Gaël Varoquaux

Fri 13 November 2009

←Home

Decoration in Python done right: Decorating and pickling

Decoration is a fantastic pattern in Python that allows for very light-weight metaprograming with functions rather than objects (see this article for an in-depth discussion). However, when decorating, it is very easy to break another great feature of the language: its reflectivity and its ability to do static representations of its internal objects: pickling.

In this blog post, I’d like to rewrite a post I made on the IPython mailing list a month ago, summing up the few things to have in mind when decorating a function.

A pattern to avoid?

I have recently been revisiting my decoration code, to fight a common mistake I had been doing, and it was partly due to the heavy use of a simplified pattern for decorating:

def with_print(func):
    """ Decorate a function to print its arguments.
    """

    def my_func(*args, **kwargs):
        print args, kwargs
        return func(*args, **kwargs)

    return my_func

@with_print
def f(x):
    print 'f called'

The nice thing about this pattern is that is it quite easy to type, and to read.

Why it is harmful

The decorated function is actually the function ‘my_func’, with a reference to the original function ‘func’, a part of the scope of the decorator ‘with_print’, and thus in the closure of the with_print function.

The problem is that we have a closure here.

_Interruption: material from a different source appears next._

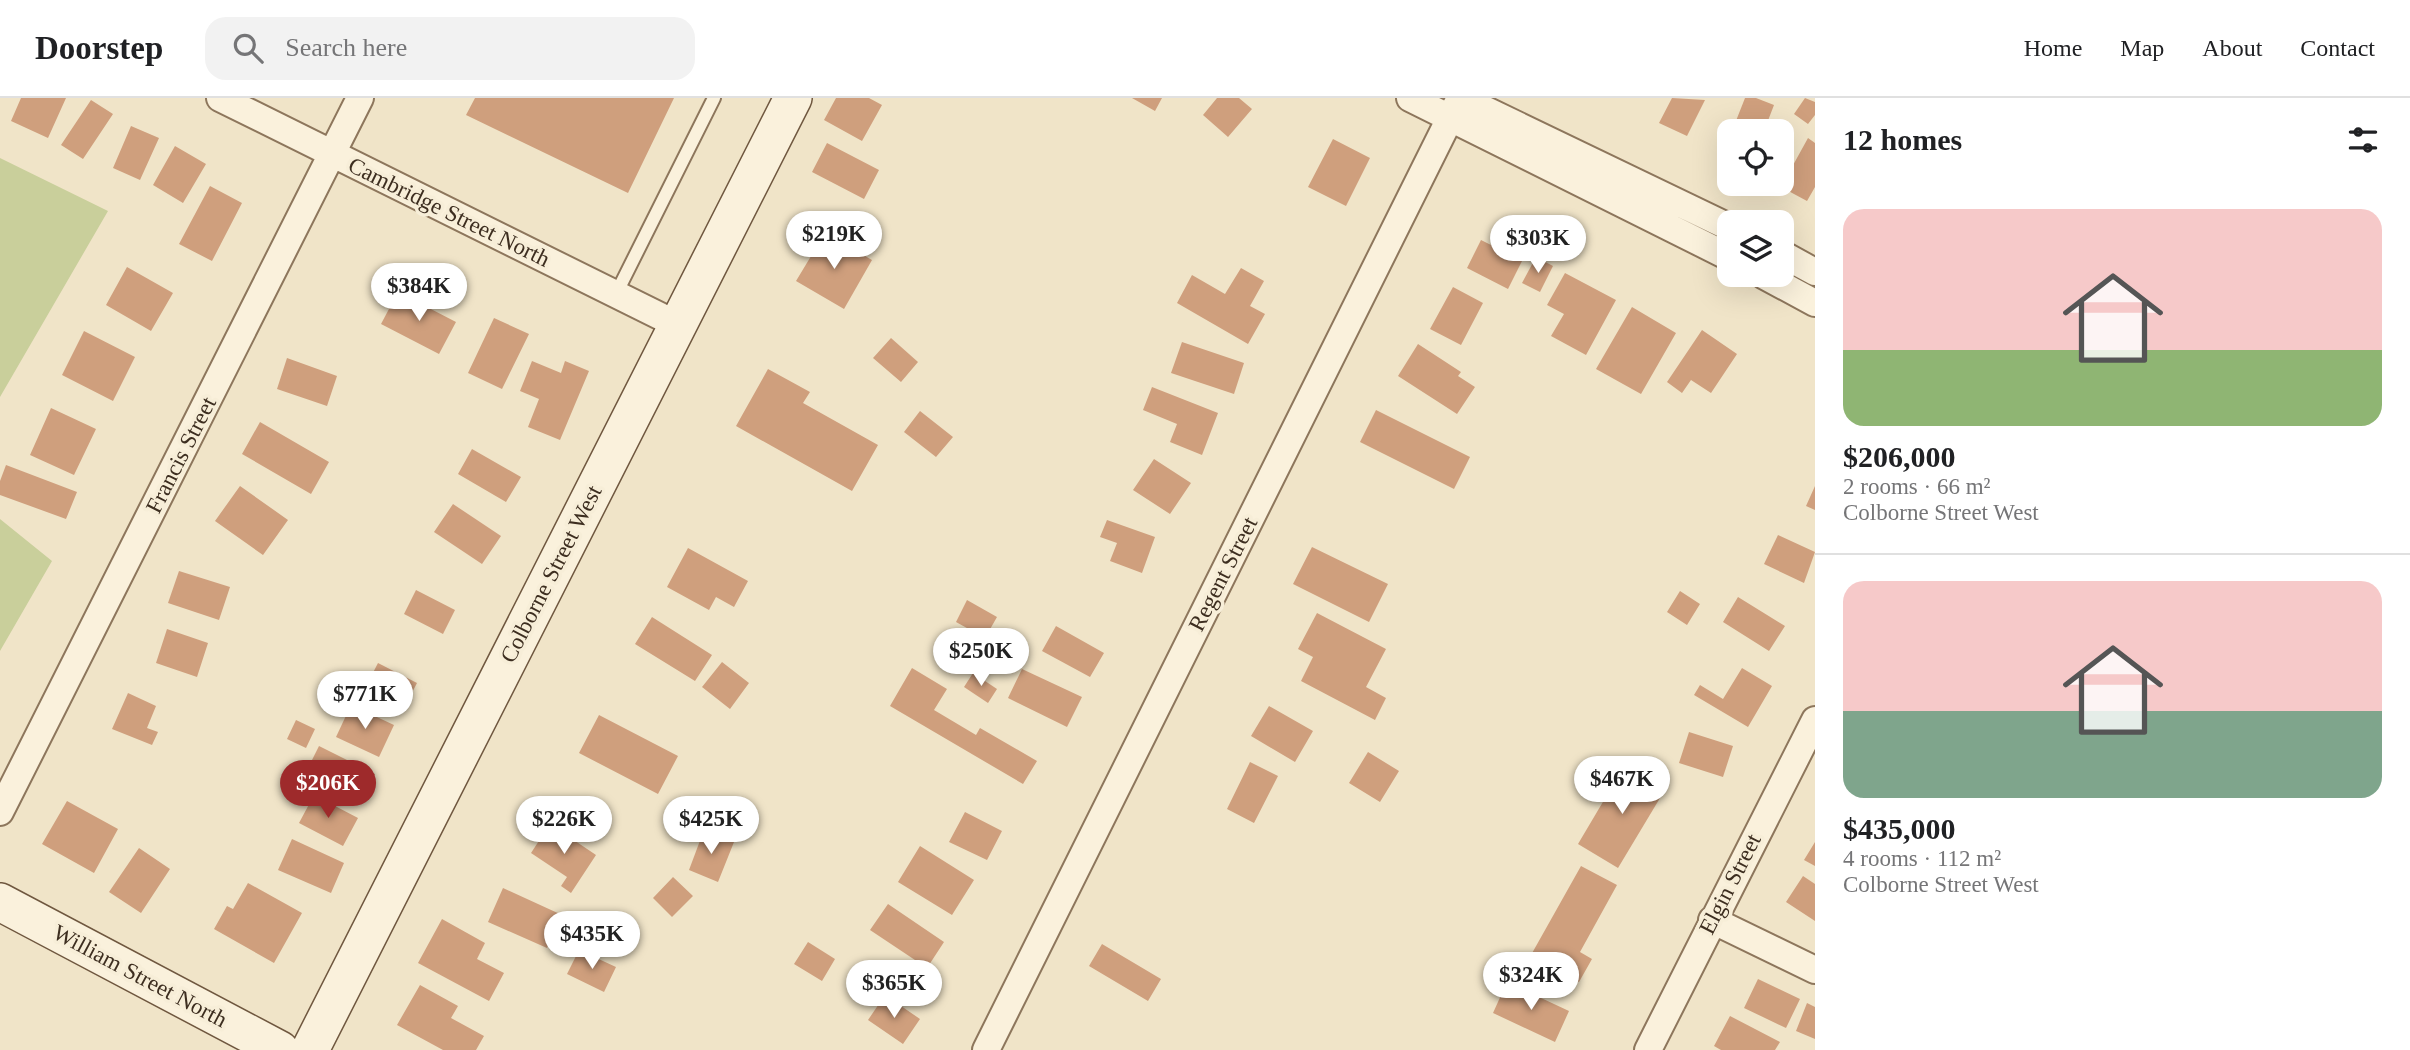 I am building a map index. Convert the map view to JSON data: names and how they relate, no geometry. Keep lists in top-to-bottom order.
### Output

Thus we have variables that are hard to get to (the undecorated function), and the decorated function is not picklable (which is more and more important to me, e.g. for parallel computing).

Some solutions

Avoiding the closure

Use objects as a scope, rather than a closure:

class WithPrint(object):
    def __init__(self, func):
        self.func = func

    def __call__(self, *args, **kwargs):
        print args, kwargs
        return self.func(*args, **kwargs)

This solution is not enough: the following code won’t pickle:

@WithPrint
def g(x):
    print 'g called'

The reason this won’t pickle is that we have a name collision: the code above expands to:

def g(x):
    print 'g called'

g = WithPrint(g)

and trying to pickle raises the following PicklingError:

Can't pickle <function g at 0x6ed2a8>: it's not the same object as __main__.g

If we do:

def g(x):
    print 'g called'

h = WithPrint(g)

we can pickle h, hurray!

Using functools.wraps

However, Python comes with the answer in the standard libary: functools.wraps does the name unmangling.

Thus the following code produces a pickleable f:

from functools import wraps
def with_print(func):
    """ Decorate a function to print its arguments.
    """
    @wraps(func)
    def my_func(*args, **kwargs):
        print args, kwargs
        return func(*args, **kwargs)
    return my_func

@with_print
def f(x):
    print 'f called'
The pickling works simply because using functools.wraps resets the
.func_name attribute of f to have a well-defined import path. Thus
pickling works, simply by storing the import path, as all pickling of
functions.

Notice that there is only a one-line difference with the original code!

I actually tend to use a combination of both solution (an object, using functools.wraps), to keep a reference on the undecorated functions.

Note: Demo code of this blog post can be found here.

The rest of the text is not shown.